Forgot to subscribe to this thread or I would have noticed your reply sooner.

If you are wanting to get an overview of the DCS system I have a set of hastily done videos that steps through the functionality and demos it with an engine. As Phil said DCS can run under battery operation. To get it to work you will need to get a TIU installed in a box car as the link Phil provided shows. There are three main components of the MTH DCS protosound system, the wireless remote, the TIU (Track Interface Unit) and the Protosound Sound and control board in each engine. The TIU goes between the power supply and track and the remote communicates with the TIU and the TIU adds the commands to the track. (The engine also sends confirmation responses back to the TIU which sends those back to the remote to confirm you have proper communication with your engine)
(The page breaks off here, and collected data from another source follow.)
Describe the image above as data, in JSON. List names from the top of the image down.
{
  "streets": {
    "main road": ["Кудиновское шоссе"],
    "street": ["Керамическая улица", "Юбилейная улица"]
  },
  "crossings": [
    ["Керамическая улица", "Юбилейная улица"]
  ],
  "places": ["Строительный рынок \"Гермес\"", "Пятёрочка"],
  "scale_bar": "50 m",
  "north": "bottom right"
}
MTH products have great detail. In the steam area, they are somwhere in-between Aristo and USA Trains(USAT being the ultimate in a steam model). As Phil said I have a pretty good collection of photos of the MTH stuff that I've bought that attempt to provide up close detail photos so you can see exactly what they look like. (I do that with all my stuff) MTH models are plastic with a lot of brass detail parts (except like the MTH Big Boy which has an all die cast metal frame). If you are comparing the Aristo Mikado/pacific which are older models and dont have that that much detail then the MTH line does have much better detail. If you compare the Aristo Mallet (which I think is well done) from a looks perspective the Mallet and MTH steamers compare more closely although Aristo doesn't paint it's drivers so the Aristo steamers don't have quite the finished look. But when you look at price points, you get what you pay for, you don't pay as much for the aristo engines and you might get a few less things(Aristo Mallet ~$500, MTH you pay more but get more (built in sound and control)(MTH Big Boy ~$1000), USA Trains is pretty expensive but you get a model that looks like a replica of the real thing(USAT Big Boy ~$3500). Take a look at my website for photos of both the Mallet and MTH steamers. I own 3 Mallets, 3 MTH Big Boys and one USAT Big Boy and like them all and glad I purchased them.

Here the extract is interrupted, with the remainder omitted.